"There is precious dust here," Ryder repeated. "You must understand—"
"We see for ourselves," said Hamdi Bey, and now his voice had a ring of triumphant steel through its soft smoothness. "Stand aside. This is in the name of the law."
It seemed to McLean that for one mad moment Ryder was tempted to resist. In the flickering light of the torches he stood defiantly above the painted mummy case, his eyes steadily upon the bey, his hands pressing down upon the vivid bloom of the dead woman's pictured face.
Then with a beaten but ironic smile he stood aside.
Slowly the men lifted the lid.... In that moment McLean became aware that his heart was pumping thickly somewhere in his throat and that the rest of him was a hollow, horrible void of suspense.

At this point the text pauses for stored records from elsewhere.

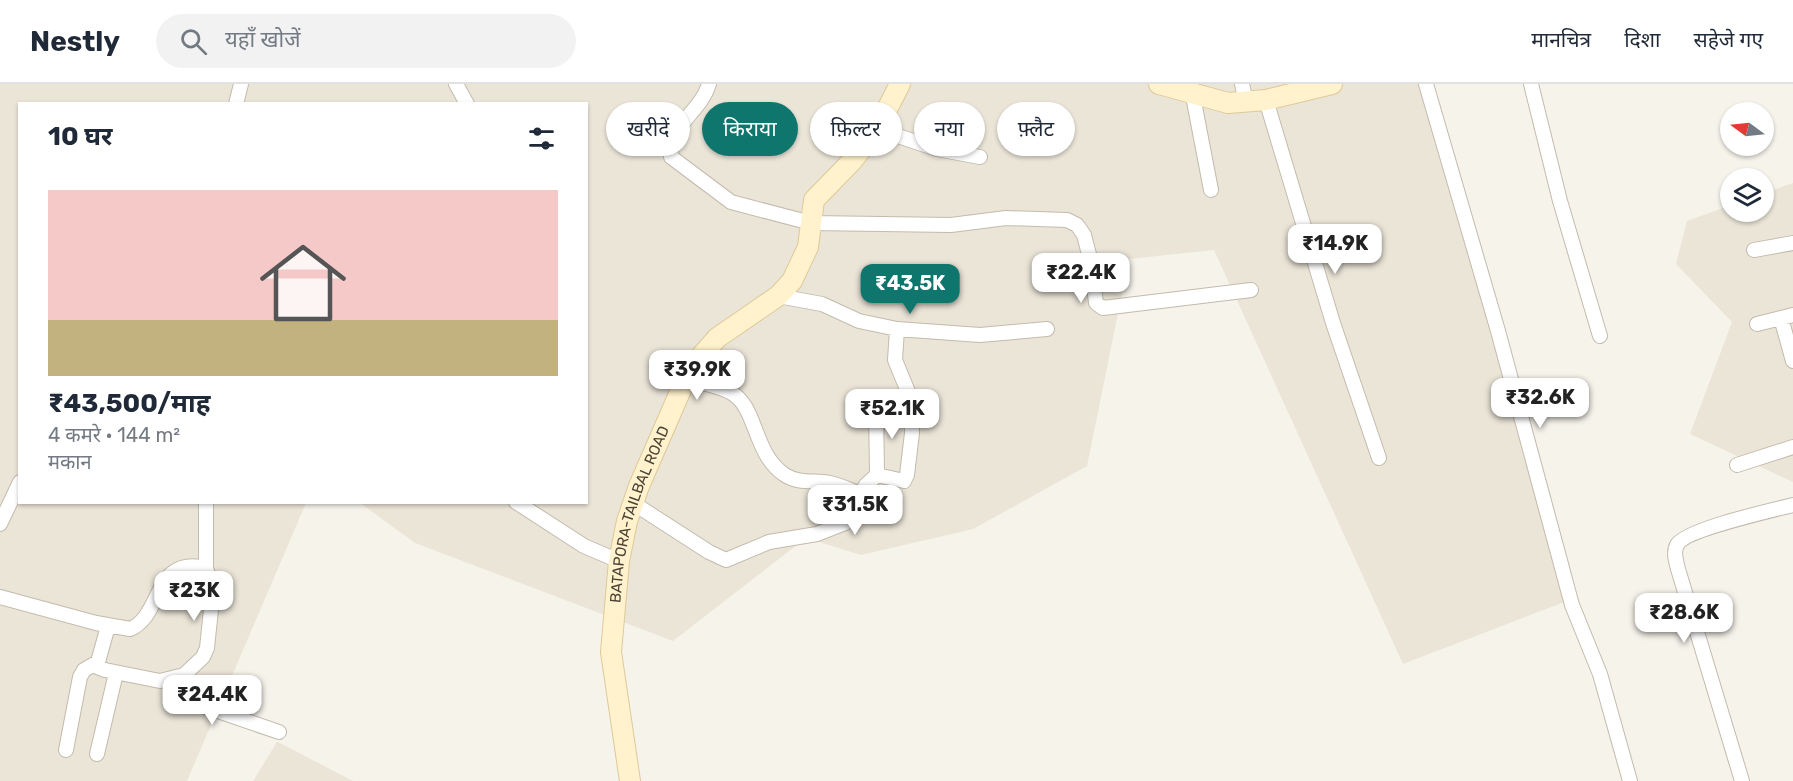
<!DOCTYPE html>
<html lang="hi">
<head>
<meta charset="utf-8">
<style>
  :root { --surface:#fff; --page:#f2f2f3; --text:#1f2937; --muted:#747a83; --line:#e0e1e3; --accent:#0f766e }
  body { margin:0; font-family:Rubik,"Noto Sans Devanagari",sans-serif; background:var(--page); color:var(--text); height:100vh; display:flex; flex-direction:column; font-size:22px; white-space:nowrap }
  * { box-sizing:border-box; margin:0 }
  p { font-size:20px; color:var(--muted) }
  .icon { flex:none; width:33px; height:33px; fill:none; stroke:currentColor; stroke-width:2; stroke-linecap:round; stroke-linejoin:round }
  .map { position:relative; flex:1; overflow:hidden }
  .sheet { position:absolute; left:18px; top:18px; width:570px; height:402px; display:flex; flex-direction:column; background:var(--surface); border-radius:0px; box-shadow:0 2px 4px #0004 }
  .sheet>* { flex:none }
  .hud { position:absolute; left:606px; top:18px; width:570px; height:54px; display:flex; gap:12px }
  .needle { width:39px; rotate:285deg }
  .tools { position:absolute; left:1720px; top:18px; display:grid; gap:12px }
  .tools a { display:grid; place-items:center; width:54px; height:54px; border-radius:50%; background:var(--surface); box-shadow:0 2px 4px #0004; font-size:30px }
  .price { position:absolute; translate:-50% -51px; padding:0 14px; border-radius:12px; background:#fff; color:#222; font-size:20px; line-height:39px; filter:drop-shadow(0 2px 3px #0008) }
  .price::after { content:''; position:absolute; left:50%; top:36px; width:18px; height:14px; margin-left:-9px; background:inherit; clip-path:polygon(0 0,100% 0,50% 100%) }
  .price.current { background:var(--accent); color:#fff }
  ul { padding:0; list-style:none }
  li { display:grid; align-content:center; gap:12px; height:318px; padding:0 30px }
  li+li { border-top:2px solid var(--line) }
  li span { display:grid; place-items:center; height:186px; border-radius:0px; color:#555 }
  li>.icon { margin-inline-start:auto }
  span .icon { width:108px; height:108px; fill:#fffc; stroke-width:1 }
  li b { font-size:26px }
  h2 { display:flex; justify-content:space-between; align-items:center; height:72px; padding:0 30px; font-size:26px }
  .chip { padding:0 21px; border-radius:27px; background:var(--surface); box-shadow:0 2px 4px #0004; font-size:21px; line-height:54px }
  .chip.current { background:var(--accent); color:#fff }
  header { display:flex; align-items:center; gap:36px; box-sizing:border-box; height:84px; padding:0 30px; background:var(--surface); border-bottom:2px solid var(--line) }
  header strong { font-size:28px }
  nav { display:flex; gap:33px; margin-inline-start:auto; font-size:21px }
  .search { width:420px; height:54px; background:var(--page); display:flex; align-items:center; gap:15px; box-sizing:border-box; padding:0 21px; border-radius:33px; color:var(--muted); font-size:22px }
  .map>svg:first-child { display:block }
  .residential { fill:#ebe5d8 }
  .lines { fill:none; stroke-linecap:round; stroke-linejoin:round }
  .street-casing { stroke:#c3bbac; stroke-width:16 }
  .secondary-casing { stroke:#ddc999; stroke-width:22 }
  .street { stroke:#fff; stroke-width:14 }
  .secondary { stroke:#fff2cc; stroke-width:20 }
  .labels { text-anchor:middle; stroke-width:6; stroke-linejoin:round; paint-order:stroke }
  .street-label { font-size:15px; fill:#4c4337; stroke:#fff }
</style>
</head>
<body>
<header>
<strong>Nestly</strong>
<div class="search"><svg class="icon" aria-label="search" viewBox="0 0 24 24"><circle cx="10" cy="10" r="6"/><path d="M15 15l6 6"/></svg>यहाँ खोजें</div>
<nav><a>मानचित्र</a><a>दिशा</a><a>सहेजे गए</a></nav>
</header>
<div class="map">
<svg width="1793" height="697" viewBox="0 0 1793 697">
  <rect width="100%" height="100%" fill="#f6f3eb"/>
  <!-- residential -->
  <path class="residential" d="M0,0H1421L1567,517L1403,580L1214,166L1129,175L1087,382L973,445L861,471L806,454L673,557L415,459L360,419L586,418V20H20V418L306,419L187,697H0Z
    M1793,99V398L1690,350L1732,238L1676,180L1687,137L1731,121V128H1764V109Z
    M277,658H278L353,697H253Z"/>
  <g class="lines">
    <defs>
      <path id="street" d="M456,0L467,20
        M709,0C701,28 668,41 671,73L731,118L811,139L951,141L1006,134L1067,136L1077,141L1084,151L1091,178L1096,219L1103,224L1251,206
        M1242,0L1246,18
        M1426,0L1498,247L1572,521L1600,590L1630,697
        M1531,0L1560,117L1600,252
        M1191,2L1211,106
        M1266,16L1333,239L1379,374
        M236,20L241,0
        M877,45L937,65L980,73
        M1754,166L1793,159
        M778,212L822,220L859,237L897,245L980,251L1047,245
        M1781,234L1793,277
        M1757,240L1793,231
        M686,295C700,299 717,301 730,308C758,322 752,369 785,391C799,400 814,396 830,399C840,401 850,406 860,410
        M876,322L877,391
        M1737,381L1793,363
        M516,418L584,462L619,477
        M633,419L709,468L726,476L769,458L817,450L845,439L866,401L877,391L904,397L907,391L912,349L911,315L895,276L897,245
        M0,440L20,398
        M0,513L96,539L130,545C163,532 153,471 206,484
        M95,582L105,586L160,597L184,591L203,573L207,564L213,506L206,484V418
        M184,591L198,617L206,623L279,648
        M66,666L80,593L84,586L98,578L108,542
        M97,670L116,589
        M1742,697L1678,485C1676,477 1673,468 1677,461C1684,446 1773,426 1793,421"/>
      <g id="secondary">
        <path d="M1159,0L1228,19L1266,16L1332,0"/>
        <path id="s1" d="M630,697L611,568L619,477L627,437L639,402L690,285L717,254L778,212L792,197L808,163L814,116L852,77L877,45L900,0"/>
      </g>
    </defs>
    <!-- street casing -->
    <use href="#street" class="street-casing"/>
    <!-- secondary casing -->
    <use href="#secondary" class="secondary-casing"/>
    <!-- street -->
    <use href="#street" class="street"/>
    <!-- secondary -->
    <use href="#secondary" class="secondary"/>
  </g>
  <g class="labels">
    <!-- street labels -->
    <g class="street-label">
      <text dy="5" stroke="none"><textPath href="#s1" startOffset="272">BATAPORA-TAILBAL ROAD</textPath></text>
    </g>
  </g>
</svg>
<div class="tools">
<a><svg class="needle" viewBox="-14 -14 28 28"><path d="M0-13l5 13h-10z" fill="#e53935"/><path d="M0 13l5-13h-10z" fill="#747a83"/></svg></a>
<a><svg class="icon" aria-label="layers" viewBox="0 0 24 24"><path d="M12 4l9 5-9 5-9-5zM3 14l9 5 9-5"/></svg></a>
</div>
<b class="price" style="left:1335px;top:191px">₹14.9K</b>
<b class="price" style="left:1081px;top:220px">₹22.4K</b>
<b class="price current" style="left:910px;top:231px">₹43.5K</b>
<b class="price" style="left:697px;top:317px">₹39.9K</b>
<b class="price" style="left:1540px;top:345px">₹32.6K</b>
<b class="price" style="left:892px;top:356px">₹52.1K</b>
<b class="price" style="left:855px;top:452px">₹31.5K</b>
<b class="price" style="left:194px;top:538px">₹23K</b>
<b class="price" style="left:1684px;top:560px">₹28.6K</b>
<b class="price" style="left:212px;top:642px">₹24.4K</b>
<div class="hud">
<a class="chip">खरीदें</a>
<a class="chip current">किराया</a>
<a class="chip">फ़िल्टर</a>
<a class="chip">नया</a>
<a class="chip">फ़्लैट</a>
</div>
<section class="sheet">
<h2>10 घर<svg class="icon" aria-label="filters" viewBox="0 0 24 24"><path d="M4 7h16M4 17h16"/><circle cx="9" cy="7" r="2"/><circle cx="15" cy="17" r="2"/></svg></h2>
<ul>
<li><span style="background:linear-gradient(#f6c9c9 70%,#c2b280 0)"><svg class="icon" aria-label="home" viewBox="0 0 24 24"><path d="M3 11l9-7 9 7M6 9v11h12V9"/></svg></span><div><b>₹43,500/माह</b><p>4 कमरे · 144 m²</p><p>मकान</p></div></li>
</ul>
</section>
</div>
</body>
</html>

Hamdi Bey turned his arrogant stare from young Ryder and looked down.... Drawing closer, fearfully McLean's eyes followed him.

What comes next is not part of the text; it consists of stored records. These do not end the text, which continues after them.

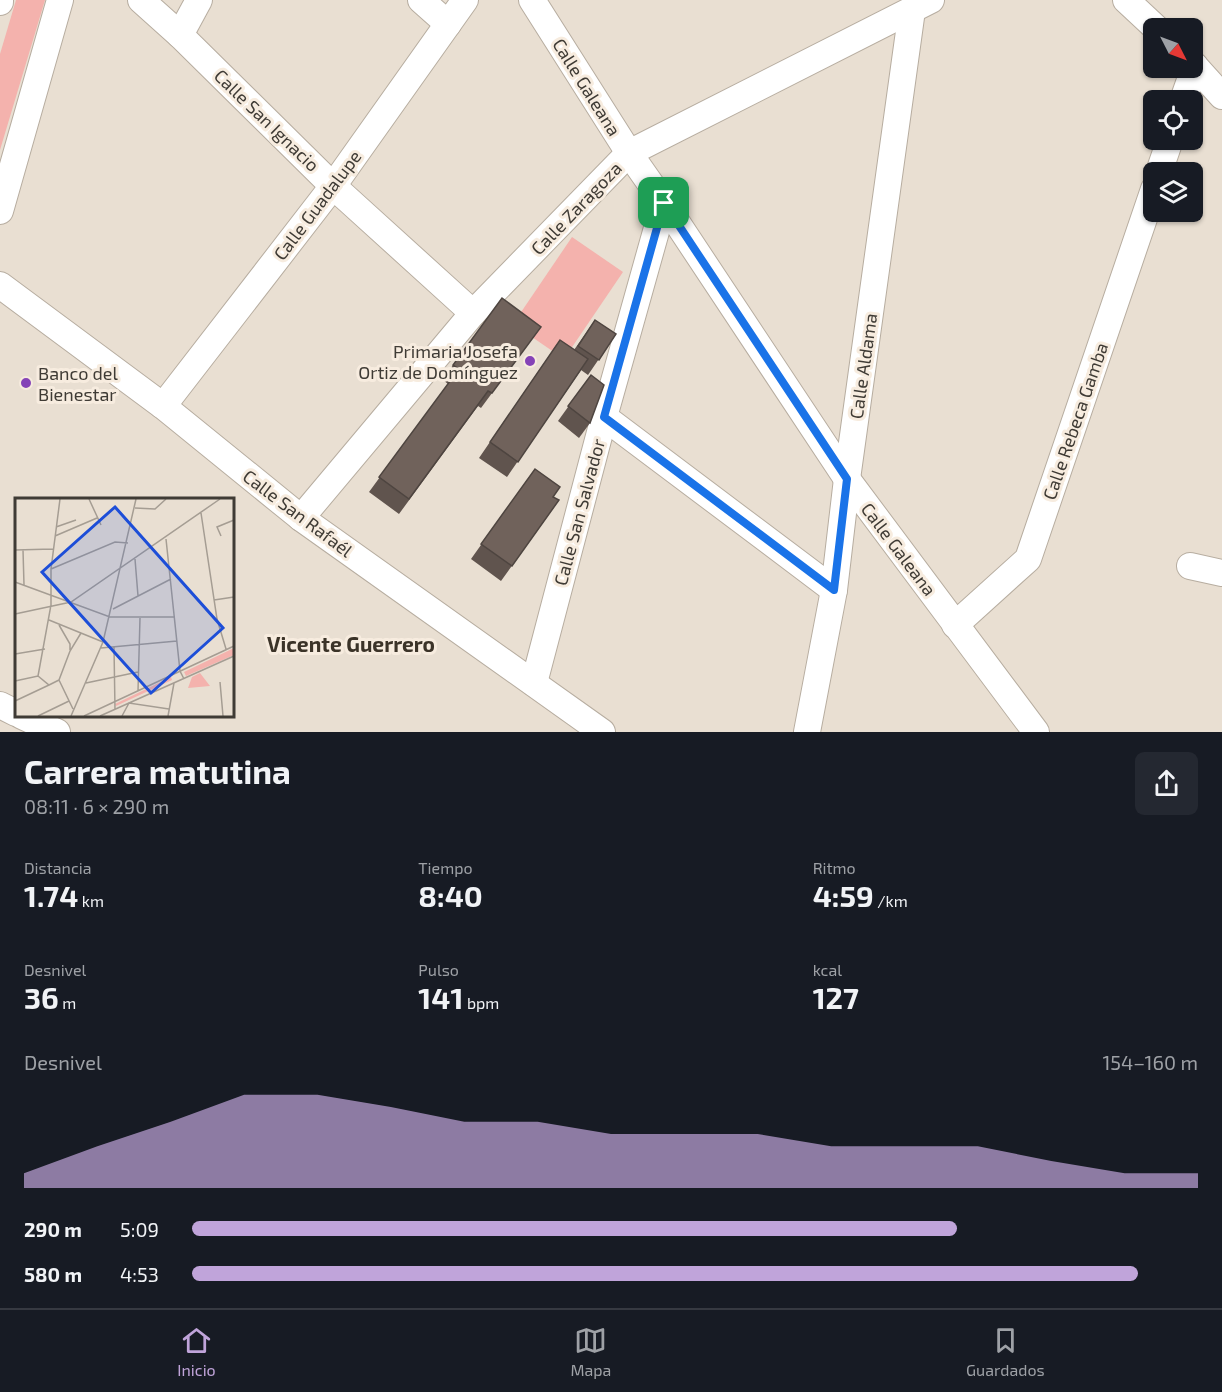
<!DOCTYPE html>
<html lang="es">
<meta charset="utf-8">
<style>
:root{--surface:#171b24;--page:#242831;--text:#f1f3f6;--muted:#9ea1a6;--line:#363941;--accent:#c0a4da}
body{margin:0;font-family:"Exo 2",sans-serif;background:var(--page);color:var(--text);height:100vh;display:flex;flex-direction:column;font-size:22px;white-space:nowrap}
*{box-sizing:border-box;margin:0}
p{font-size:20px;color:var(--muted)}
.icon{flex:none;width:33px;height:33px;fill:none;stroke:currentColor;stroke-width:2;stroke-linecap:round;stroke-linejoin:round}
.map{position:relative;height:732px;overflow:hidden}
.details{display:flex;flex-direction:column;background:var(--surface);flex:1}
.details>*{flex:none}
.needle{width:39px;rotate:132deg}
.buttons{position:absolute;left:1143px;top:18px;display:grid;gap:12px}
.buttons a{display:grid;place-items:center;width:60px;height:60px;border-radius:9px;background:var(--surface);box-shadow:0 2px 4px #0004;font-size:30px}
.pin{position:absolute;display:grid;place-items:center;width:51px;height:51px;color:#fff;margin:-26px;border-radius:12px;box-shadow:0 3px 9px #0006}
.round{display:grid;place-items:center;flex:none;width:63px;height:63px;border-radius:9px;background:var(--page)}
.headline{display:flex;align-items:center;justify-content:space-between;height:102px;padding:0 24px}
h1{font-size:33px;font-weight:700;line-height:45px}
.figures{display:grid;grid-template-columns:repeat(3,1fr);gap:9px;height:102px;padding:6px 24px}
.figures div{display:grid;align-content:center}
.figures b{font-size:30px;font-weight:700}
.figures small{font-size:16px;font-weight:400}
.figures p{font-size:16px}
.chart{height:168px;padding:12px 24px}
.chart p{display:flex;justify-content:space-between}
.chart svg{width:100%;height:108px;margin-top:6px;fill:var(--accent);opacity:.7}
ul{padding:0 24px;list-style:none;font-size:20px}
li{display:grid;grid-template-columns:96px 72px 1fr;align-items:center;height:45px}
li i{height:15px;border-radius:8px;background:var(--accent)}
.tab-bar{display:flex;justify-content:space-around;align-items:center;height:84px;border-top:2px solid var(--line);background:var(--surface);font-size:16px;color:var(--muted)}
.tab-bar a{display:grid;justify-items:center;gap:3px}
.tab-bar .on{color:var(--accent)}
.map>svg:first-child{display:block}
</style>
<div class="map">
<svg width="1222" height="732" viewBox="0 0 1222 732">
<rect width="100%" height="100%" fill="#e9dfd2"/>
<g fill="#f4b2ad">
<polygon points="16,0 45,0 0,150 0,54"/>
<polygon points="572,237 623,272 564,359 513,324"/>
</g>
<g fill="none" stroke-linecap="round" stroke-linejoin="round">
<defs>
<g id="minor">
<polyline points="141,0 180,35 333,186 473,313"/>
<polyline points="421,0 448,24"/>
<polyline points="532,0 629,153 664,203 847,479 1036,732"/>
<polyline points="1126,0 1156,28"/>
<polyline points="0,2 0,0"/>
<polyline points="180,35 199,0"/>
<polyline points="1192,63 1222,96"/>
<polyline points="1183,100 1195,66"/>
<polyline points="1159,172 1170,140"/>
<polyline points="0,211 60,0"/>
<polyline points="0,285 163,406 301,518 602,732"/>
<polyline points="163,406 333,186 465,0"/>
<polyline points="604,417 834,590"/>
<polyline points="301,518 473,313 629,153 931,0"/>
<polyline points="1190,566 1222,573"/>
<polyline points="955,625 1028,559 1154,189"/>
<polyline points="534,683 604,417 664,203"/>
<polyline points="0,705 16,713"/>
<polyline points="22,716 57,732"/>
<polyline points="807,732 834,590 847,479 912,10 918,0"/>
</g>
</defs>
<use href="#minor" stroke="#b7ada0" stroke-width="28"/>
<use href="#minor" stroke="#fff" stroke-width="26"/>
</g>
<g fill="#60544e">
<polygon points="595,320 616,334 588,375 581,370 507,477 479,458 560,340 574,350"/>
<polygon points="541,327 481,408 478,406 399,514 369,492 448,384 443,380 453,365"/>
<polygon points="591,375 590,423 579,438 558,421"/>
<polygon points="535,469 553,497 559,500 501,581 471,559"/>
</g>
<g fill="#70625b" stroke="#4e4540" stroke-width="1.5">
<polygon points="502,298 541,327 492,393 488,391 409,499 379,477 459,369 453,365"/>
<polygon points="595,320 616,334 599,360 578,346"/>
<polygon points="560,340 588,359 518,462 490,442"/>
<polygon points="591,375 604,385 590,423 568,406"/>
<polygon points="535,469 560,487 553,497 559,500 512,566 481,544"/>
</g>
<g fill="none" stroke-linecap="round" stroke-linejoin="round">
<defs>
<polygon id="route" points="664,203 847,479 834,590 604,417"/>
</defs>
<use href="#route" stroke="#fff" stroke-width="12"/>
<use href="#route" stroke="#1a73e8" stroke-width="8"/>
</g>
<g fill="#8543b7" stroke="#f7ecdf" stroke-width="2">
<circle cx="530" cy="361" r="6"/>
<circle cx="26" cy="383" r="6"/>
</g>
<g text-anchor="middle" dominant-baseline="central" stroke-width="6" stroke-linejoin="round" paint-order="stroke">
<g font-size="18" fill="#3f3b35" stroke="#f7ecdf">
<text transform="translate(587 87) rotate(58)">Calle Galeana</text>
<text transform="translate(267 120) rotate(44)">Calle San Ignacio</text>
<text transform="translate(317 205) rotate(-53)">Calle Guadalupe</text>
<text transform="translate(576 208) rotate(-46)">Calle Zaragoza</text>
<text transform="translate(863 366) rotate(-82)">Calle Aldama</text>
<text transform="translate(1075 421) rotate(-71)">Calle Rebeca Gamba</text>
<text transform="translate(579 512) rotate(-75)">Calle San Salvador</text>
<text transform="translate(298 513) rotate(37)">Calle San Rafaél</text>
<text transform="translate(899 549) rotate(53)">Calle Galeana</text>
</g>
<g font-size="18" fill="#3f3b35" stroke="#f7ecdf" text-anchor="end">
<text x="518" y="351">Primaria Josefa<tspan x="518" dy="21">Ortiz de Domínguez</tspan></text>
<text x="38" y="373" text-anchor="start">Banco del<tspan x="38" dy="21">Bienestar</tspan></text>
</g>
<g font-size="21" font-weight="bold" fill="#3b3328" stroke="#f7ecdf">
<text x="351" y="643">Vicente Guerrero</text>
</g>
</g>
<g transform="translate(15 498)">
<rect width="219" height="219" fill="#e9dfd2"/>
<path d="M219,150V157L171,178L169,174ZM185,175L195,188L173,190L177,179ZM156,179L157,182L101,208L100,206Z" fill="#f4b2ad"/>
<path fill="none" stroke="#a59d93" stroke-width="1.5" d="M74,1L86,27M120,10L140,11L151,1M186,15L202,121L211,151M41,29L61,22M40,38L82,20M206,38L202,29L219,22M151,41L165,173L169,181M0,52L38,51M8,52L9,87M120,61L123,98M36,71L100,44L113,45M0,84L95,119H160M199,102L219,99M98,111L156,81M0,116L56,104L205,1M34,122L88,144M44,127L55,146V152M99,149L100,212M86,150L162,143M0,156L30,151M23,178L36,107V71L45,1M0,183L23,178L34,187L44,182M205,184L208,218M71,185L123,174M123,193L125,120M0,203L34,187M58,211L44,182L55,153L66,135M23,218L54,203M56,218L88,144L121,1M69,218L219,148M85,218L219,158M107,218L114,205L154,211M153,218L159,185"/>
<path fill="#1d4ed8" fill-opacity="0.15" stroke="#1d4ed8" stroke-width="3" d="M100,9L208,130L136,195L27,74Z"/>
<rect width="219" height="219" fill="none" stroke="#3f3b35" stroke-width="3"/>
</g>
</svg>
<div class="buttons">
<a><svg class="needle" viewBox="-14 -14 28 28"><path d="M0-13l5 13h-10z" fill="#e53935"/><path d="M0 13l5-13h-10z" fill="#9ea1a6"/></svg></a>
<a><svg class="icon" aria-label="locate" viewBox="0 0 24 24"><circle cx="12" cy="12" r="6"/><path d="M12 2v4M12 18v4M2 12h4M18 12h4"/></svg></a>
<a><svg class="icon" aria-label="layers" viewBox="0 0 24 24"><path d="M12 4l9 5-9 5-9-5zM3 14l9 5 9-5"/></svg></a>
</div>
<div class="pin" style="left:664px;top:203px;background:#1e9e55"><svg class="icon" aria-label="arrive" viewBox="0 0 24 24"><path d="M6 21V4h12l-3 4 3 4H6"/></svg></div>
</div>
<section class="details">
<div class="headline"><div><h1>Carrera matutina</h1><p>08:11 · 6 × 290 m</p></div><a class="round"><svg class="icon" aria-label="share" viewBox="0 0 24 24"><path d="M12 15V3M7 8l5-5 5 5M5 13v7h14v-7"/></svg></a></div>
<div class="figures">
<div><p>Distancia</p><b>1.74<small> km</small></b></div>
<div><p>Tiempo</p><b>8:40</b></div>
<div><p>Ritmo</p><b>4:59<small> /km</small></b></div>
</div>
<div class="figures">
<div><p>Desnivel</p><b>36<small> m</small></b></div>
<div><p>Pulso</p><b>141<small> bpm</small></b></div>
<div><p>kcal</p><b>127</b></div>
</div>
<div class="chart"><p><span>Desnivel</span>154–160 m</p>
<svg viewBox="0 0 160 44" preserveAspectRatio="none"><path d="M0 44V38L10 27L20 17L30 6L40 6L50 11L60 17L70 17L80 22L90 22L100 22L110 27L120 27L130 27L140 33L150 38L160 38V44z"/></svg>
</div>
<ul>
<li><b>290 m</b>5:09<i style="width:76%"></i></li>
<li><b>580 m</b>4:53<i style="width:94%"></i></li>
</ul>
</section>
<nav class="tab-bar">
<a class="on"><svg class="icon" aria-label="home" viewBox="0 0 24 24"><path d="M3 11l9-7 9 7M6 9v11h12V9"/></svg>Inicio</a>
<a><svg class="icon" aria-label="map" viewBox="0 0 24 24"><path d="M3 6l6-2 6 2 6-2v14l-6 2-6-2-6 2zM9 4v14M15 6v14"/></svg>Mapa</a>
<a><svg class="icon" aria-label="saved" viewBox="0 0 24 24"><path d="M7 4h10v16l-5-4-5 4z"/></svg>Guardados</a>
</nav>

He could not believe their evidence. His heart could not stop its idiotic pumping.
But there he saw no terror-stricken girl, no pallid runaway of the harems, but a still, dark-shrouded form, swathed in the tight bandages of the ancient embalmer, a dry, dusty little mummy creature blankly and inscrutably confronting this unforeseen resurrection.
Over their dumbfounded heads he heard young Ryder's mocking laugh.